If we take the statement 'a good wave absorber is a good wave maker' to its logical conclusion, then why not consider the wavemakers in our wave tanks? Most tanks for simulating deep water waves have a series of bottom-hinged flaps, mounted on the edge of the tank.



How do flap wavemakers generate waves?


Flap wavemakers are suited to generating deep water waves, as their horizontal position profile is not too far away from that of a deep water wave: (see diagram below)

These flaps have water on the tank side, and air on the other, so when they move, their motions only disturb water on the tank side. In wave power parlance, we'd refer to a bank of such paddles as 'terminators': none of the energy in a wave travelling towards these paddles is transmitted beyond them. We also think of these as terminators because of the nominal wave direction with respect to the wavemakers: the wave fronts are nominally parallel to the bank of paddles (waves travel perpendicularly to bank of paddles). Although each paddle operated individually can only generate a wave in one direction, when operated together, the bank of paddles can generate waves at a range of angles. This is done by driving each paddle slightly out of phase with its neighbour.

A standard public demonstration at the Edinburgh wave tank is to generate a regular wave front at 20° to the bank of paddles, then one at -20°, and then to combine these two waves, producing a pleasing quilted surface. Less visually impressive, but of more practical use, is to generate a short-crested spectrum typical of those measured in deep waters. If such a system is good at making typical ocean waves in tanks, surely it should be good for absorbing waves? Actually, we already have the answer to this postulation.
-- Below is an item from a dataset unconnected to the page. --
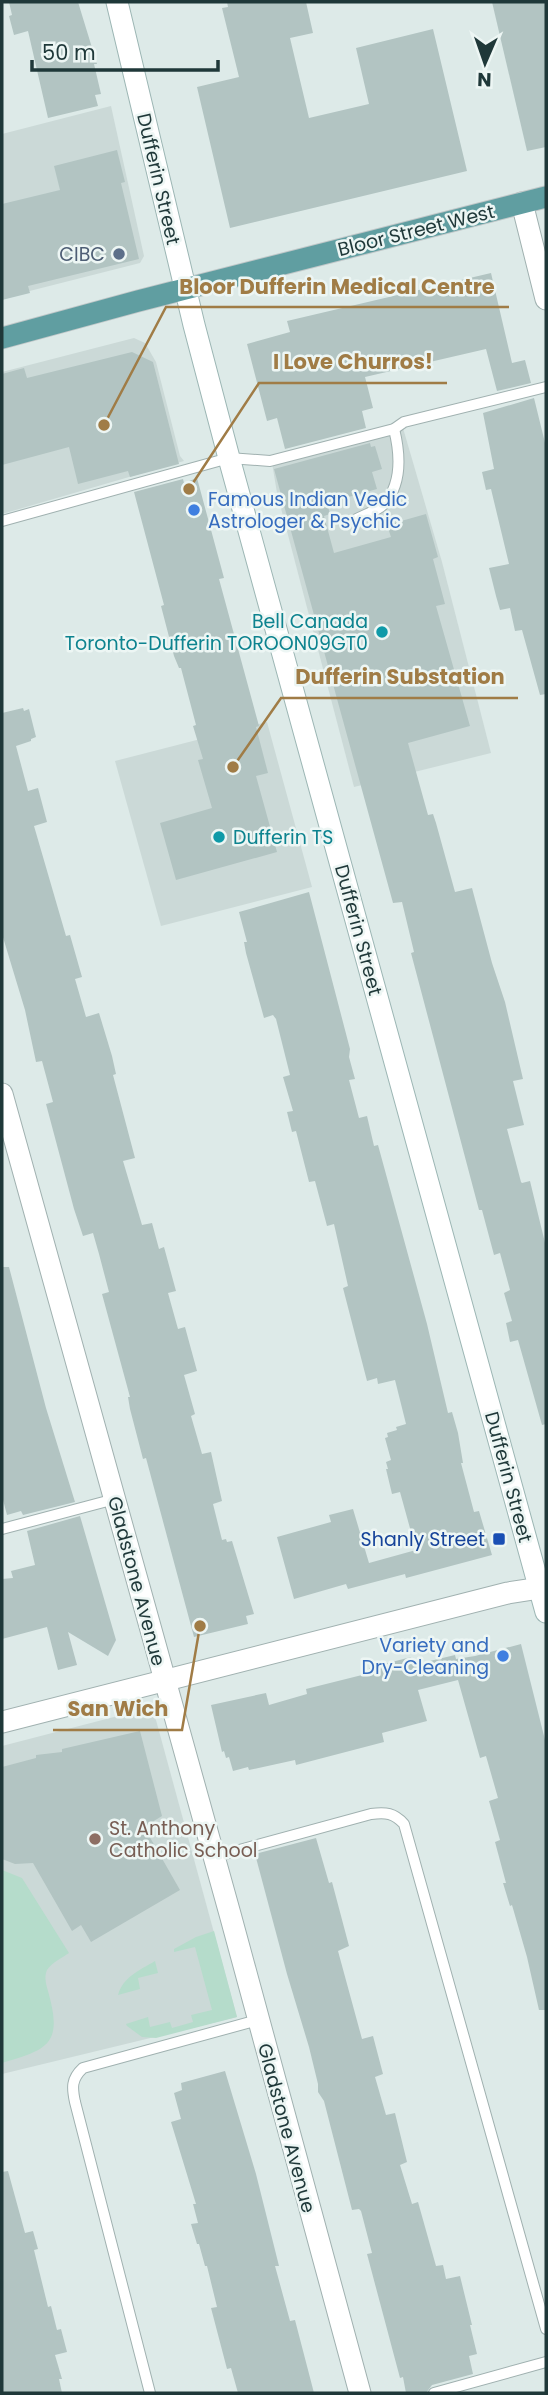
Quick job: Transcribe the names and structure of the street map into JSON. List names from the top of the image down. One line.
{"streets":{"main road":["Bloor Street West"],"street":["Dufferin Street","Gladstone Avenue"]},"crossings":[["Dufferin Street","Bloor Street West"]],"places":{"other":["CIBC","Bloor Dufferin Medical Centre","I Love Churros!","Famous Indian Vedic Astrologer & Psychic","Bell Canada Toronto-Dufferin TOROON09GT0","Dufferin Substation","Dufferin TS","San Wich","Variety and Dry-Cleaning","St. Anthony Catholic School"],"transit":["Shanly Street"]},"scale_bar":"50 m","north":"bottom"}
How do absorbing wavemakers absorb waves?


Many experimental wave tanks use force feedback wavemakers, which do absorb waves. When the Edinburgh Wave Power Group developed their wavemakers for their (now ex-) wide tank, force feedback was initially introduced to improve the quality of the waves. Negative feedback ensured that the generated wave was close to the demanded wave, whatever the instantaneous water level on the paddle due to incoming waves radiated by the model or reflected by the facing walls.
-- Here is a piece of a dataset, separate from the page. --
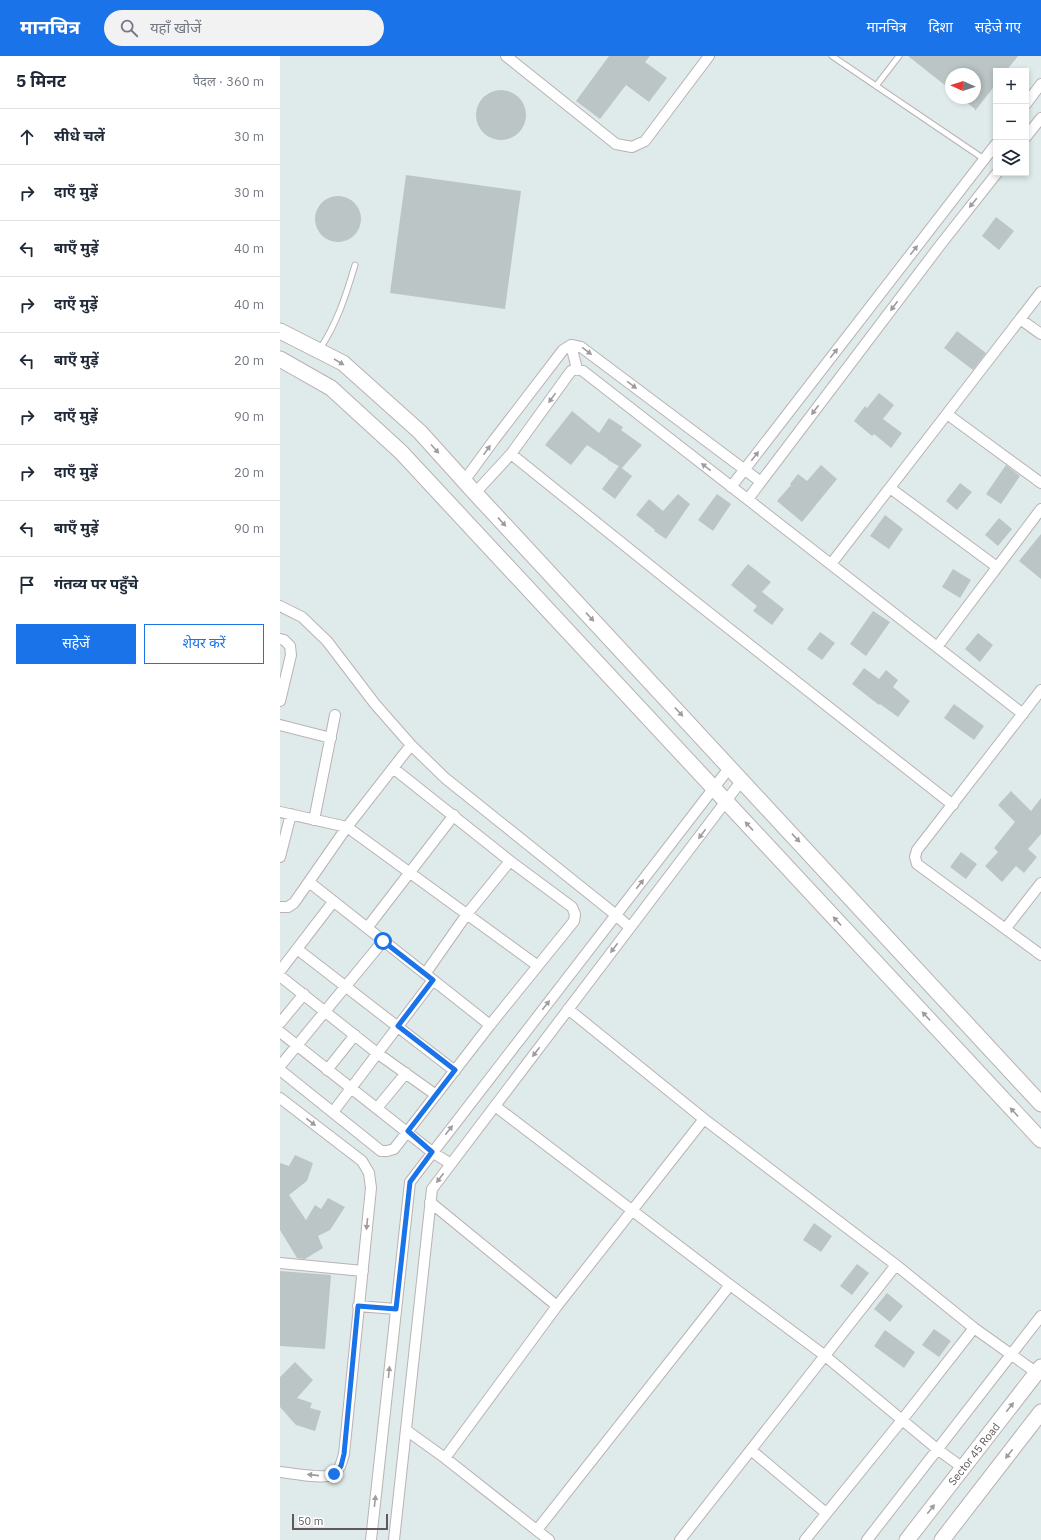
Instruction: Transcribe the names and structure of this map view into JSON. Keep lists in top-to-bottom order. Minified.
{"streets":{"street":["Sector 45 Road"]},"scale_bar":"50 m","north":"left","page":{"header":"मानचित्र","search":"यहाँ खोजें","nav":["मानचित्र","दिशा","सहेजे गए"],"heading":["5 मिनट","पैदल · 360 m"],"map_buttons":["+","−"],"list":[["सीधे चलें","30 m"],["दाएँ मुड़ें","30 m"],["बाएँ मुड़ें","40 m"],["दाएँ मुड़ें","40 m"],["बाएँ मुड़ें","20 m"],["दाएँ मुड़ें","90 m"],["दाएँ मुड़ें","20 m"],["बाएँ मुड़ें","90 m"],"गंतव्य पर पहुँचे"],"buttons":["सहेजें","शेयर करें"],"scale":"50 m"}}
How this works is the wavemaking software calculates what force should be experienced on each paddle to generate the desired wave. This is compared to the measured force. The force actually applied works to reduce the difference between the desired and measured force. So during operation the paddles are doing two jobs: they are generating the desired waves, and they are also absorbing the undesired (incoming) waves. At the end of a test run, the demanded force is zero. If the wavemakers are left on, they will continue to absorb waves, acting as 'active beaches'. Active wavemakers are useful when tank testing, as they result in fast 'settling times' between test runs. Tanks without absorbing wavemakers take longer for waves to die down between runs.

One of the reasons why the absorbing wavemakers by Edinburgh Designs operate well as wave absorbers over a wide range of frequencies is that the feedback force they use to absorb the waves is proportional not only to velocity, but has components proportional to mass and spring. A control engineer might call this PID (proportional integral differential) feedback; in wave power this is referred to as 'reactive control'. This means that sometimes the motion of the wavemakers is resisted (external force applied in opposite direction to wavemaker velocity), and sometimes their motion is spurred on (external force applied in the same direction as wavemaker velocity).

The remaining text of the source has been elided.